Four ad hoc teams formed during the most recent Scialog conference, held this past October near Tucson, Ariz., have each won $100,000 Collaborative Innovation Awards, according to Richard Wiener, Scialog Program Director, Research Corporation for Science Advancement (RCSA).

The awards fund proposals written during the three-day conference, which was focused on advancing fundamental research aimed at improving solar energy conversion efficiencies.

“These awards are meant to support high-risk, potentially high-reward ideas developed during the unique Scialog process,” said RCSA President Robert Shelton. Scialog encourages game-changing ideas, multidisciplinary collaborations, novel avenues for research, and solutions to highly complex problems.
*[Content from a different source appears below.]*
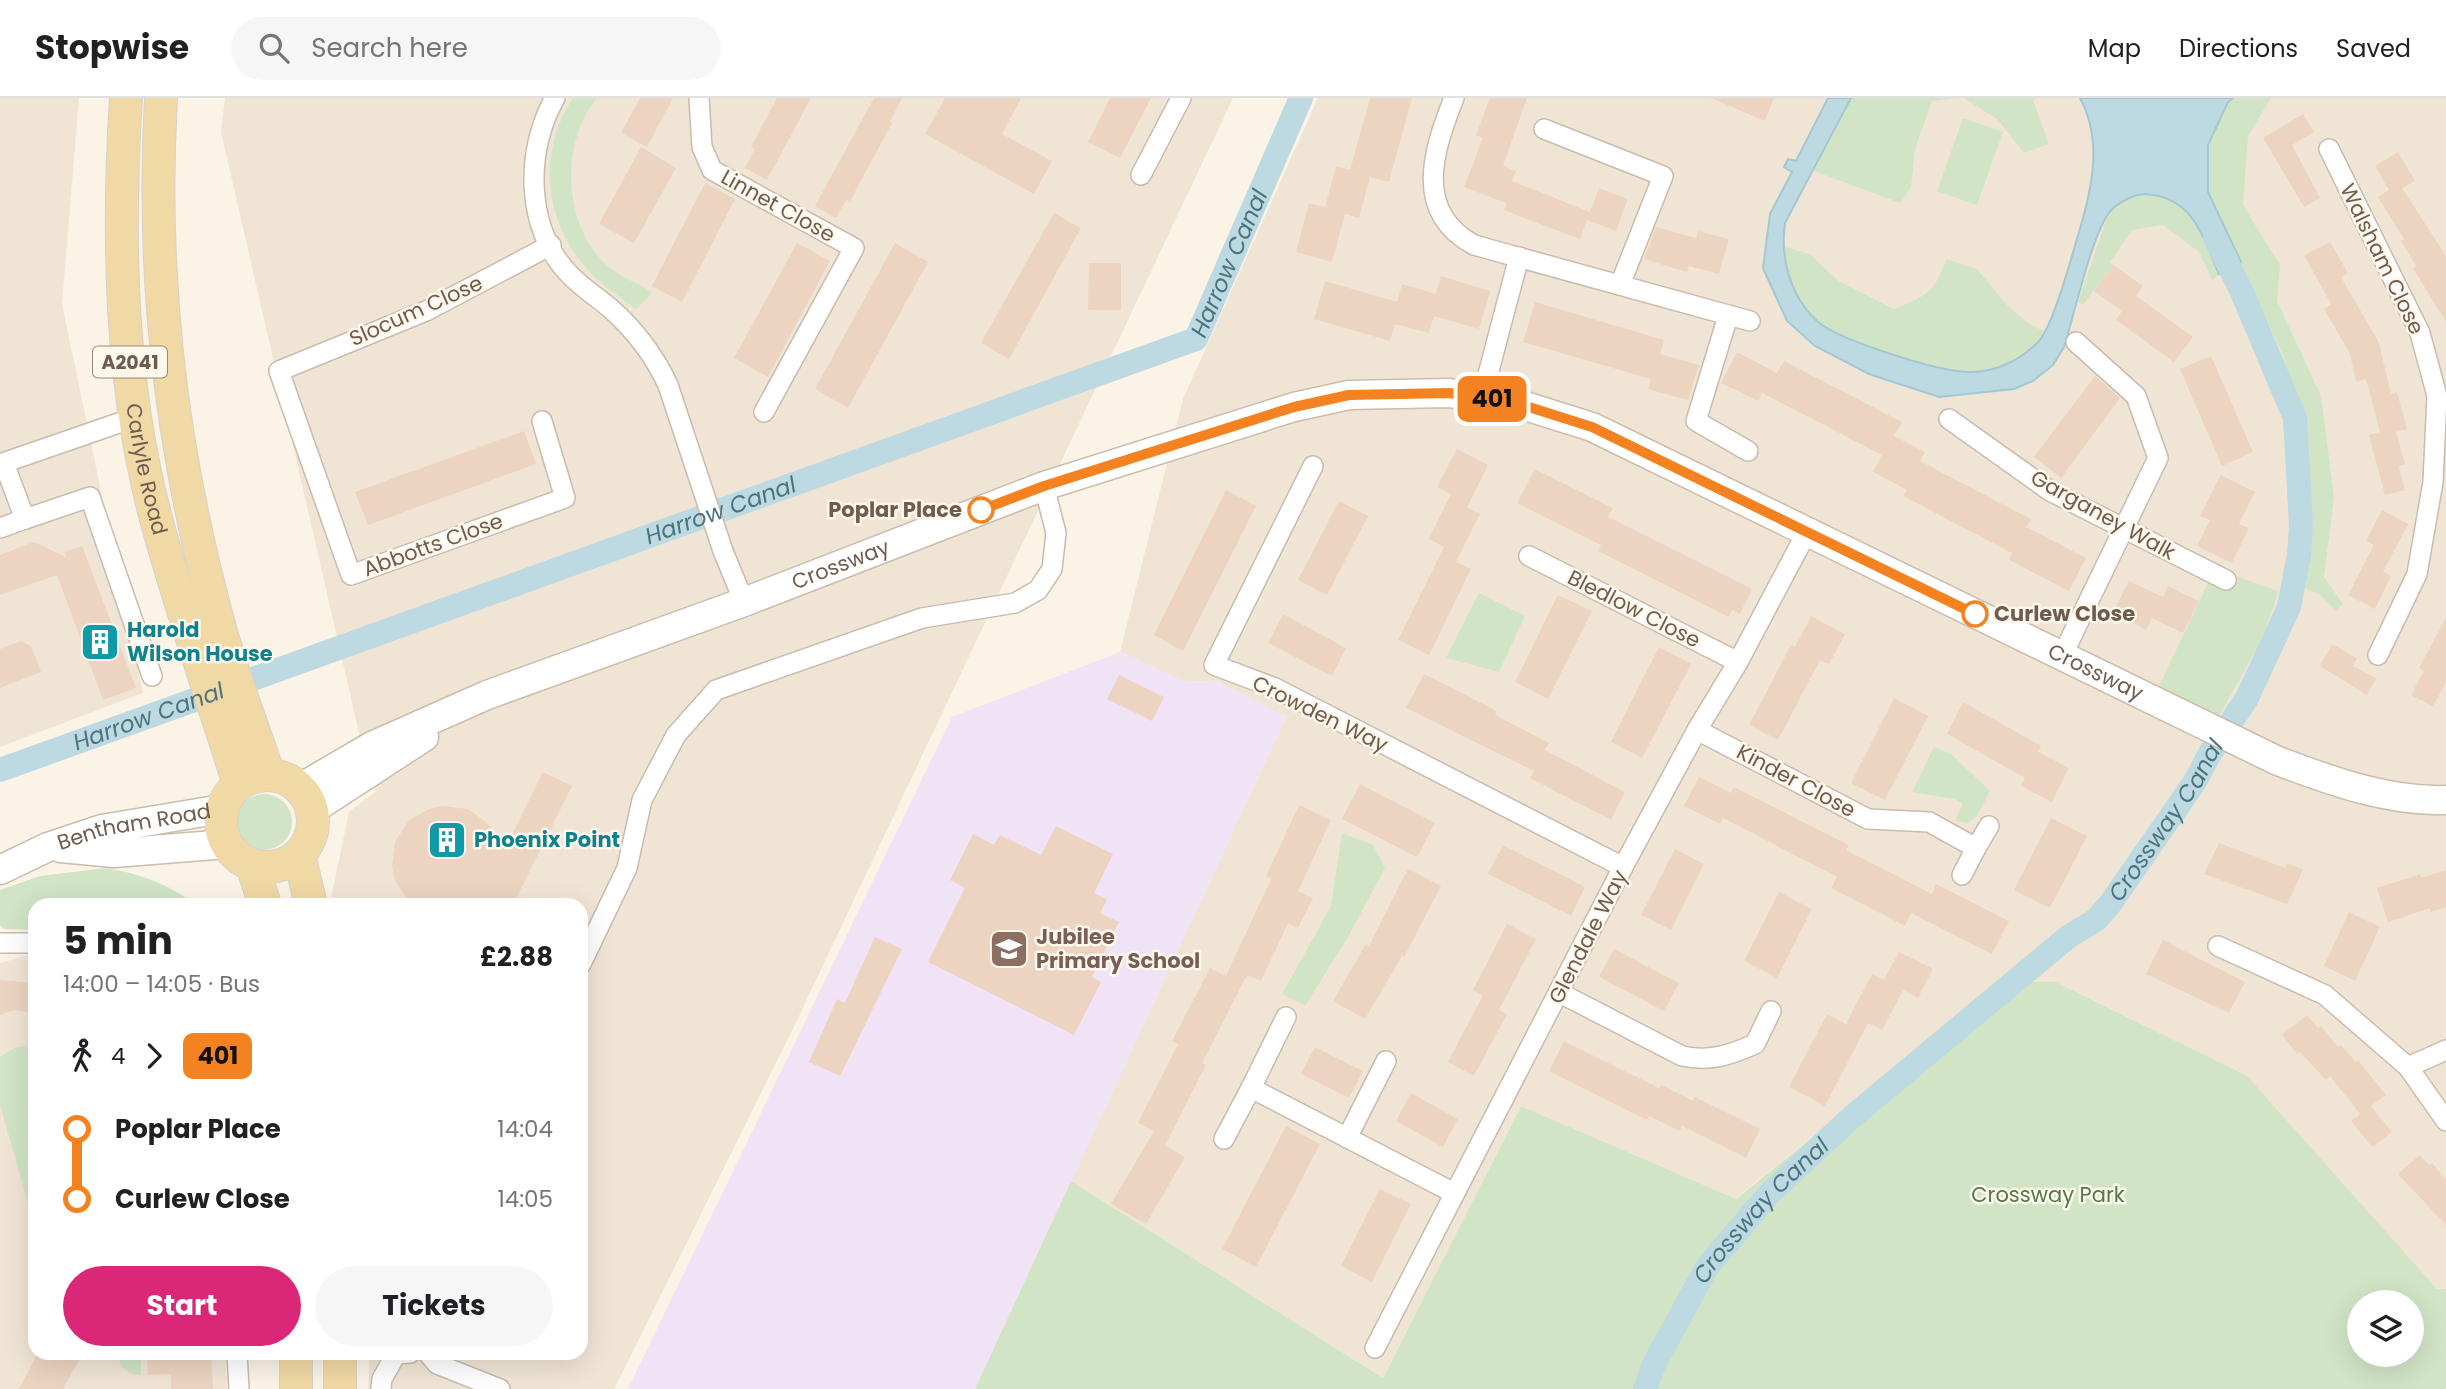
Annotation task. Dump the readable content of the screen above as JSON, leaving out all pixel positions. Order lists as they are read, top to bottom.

Collaborative Innovation Awards go to the following projects:

“Emerging Au-VO2 Nanocomposites as a Potentially Switchable CO2 Catalyst,” with team members Yohannes Abate, physics, Georgia State University; Min Ouyang, physics, University of Maryland; and David Cliffel, chemistry, Vanderbilt University.

“Light-Mediated Strain as an Adaptive Tool toward Efficient Catalysis,” with team members Vanessa Huxter, chemistry and biochemistry, University of Arizona; and Sara Skrabalak, chemistry,  Indiana University, Bloomington.

“Scalable Tandem Architecture for Solar Water Splitting,” with team members Shannon Boettcher, chemistry, University of Oregon; and Zachary Holman, electrical engineering, Arizona State University.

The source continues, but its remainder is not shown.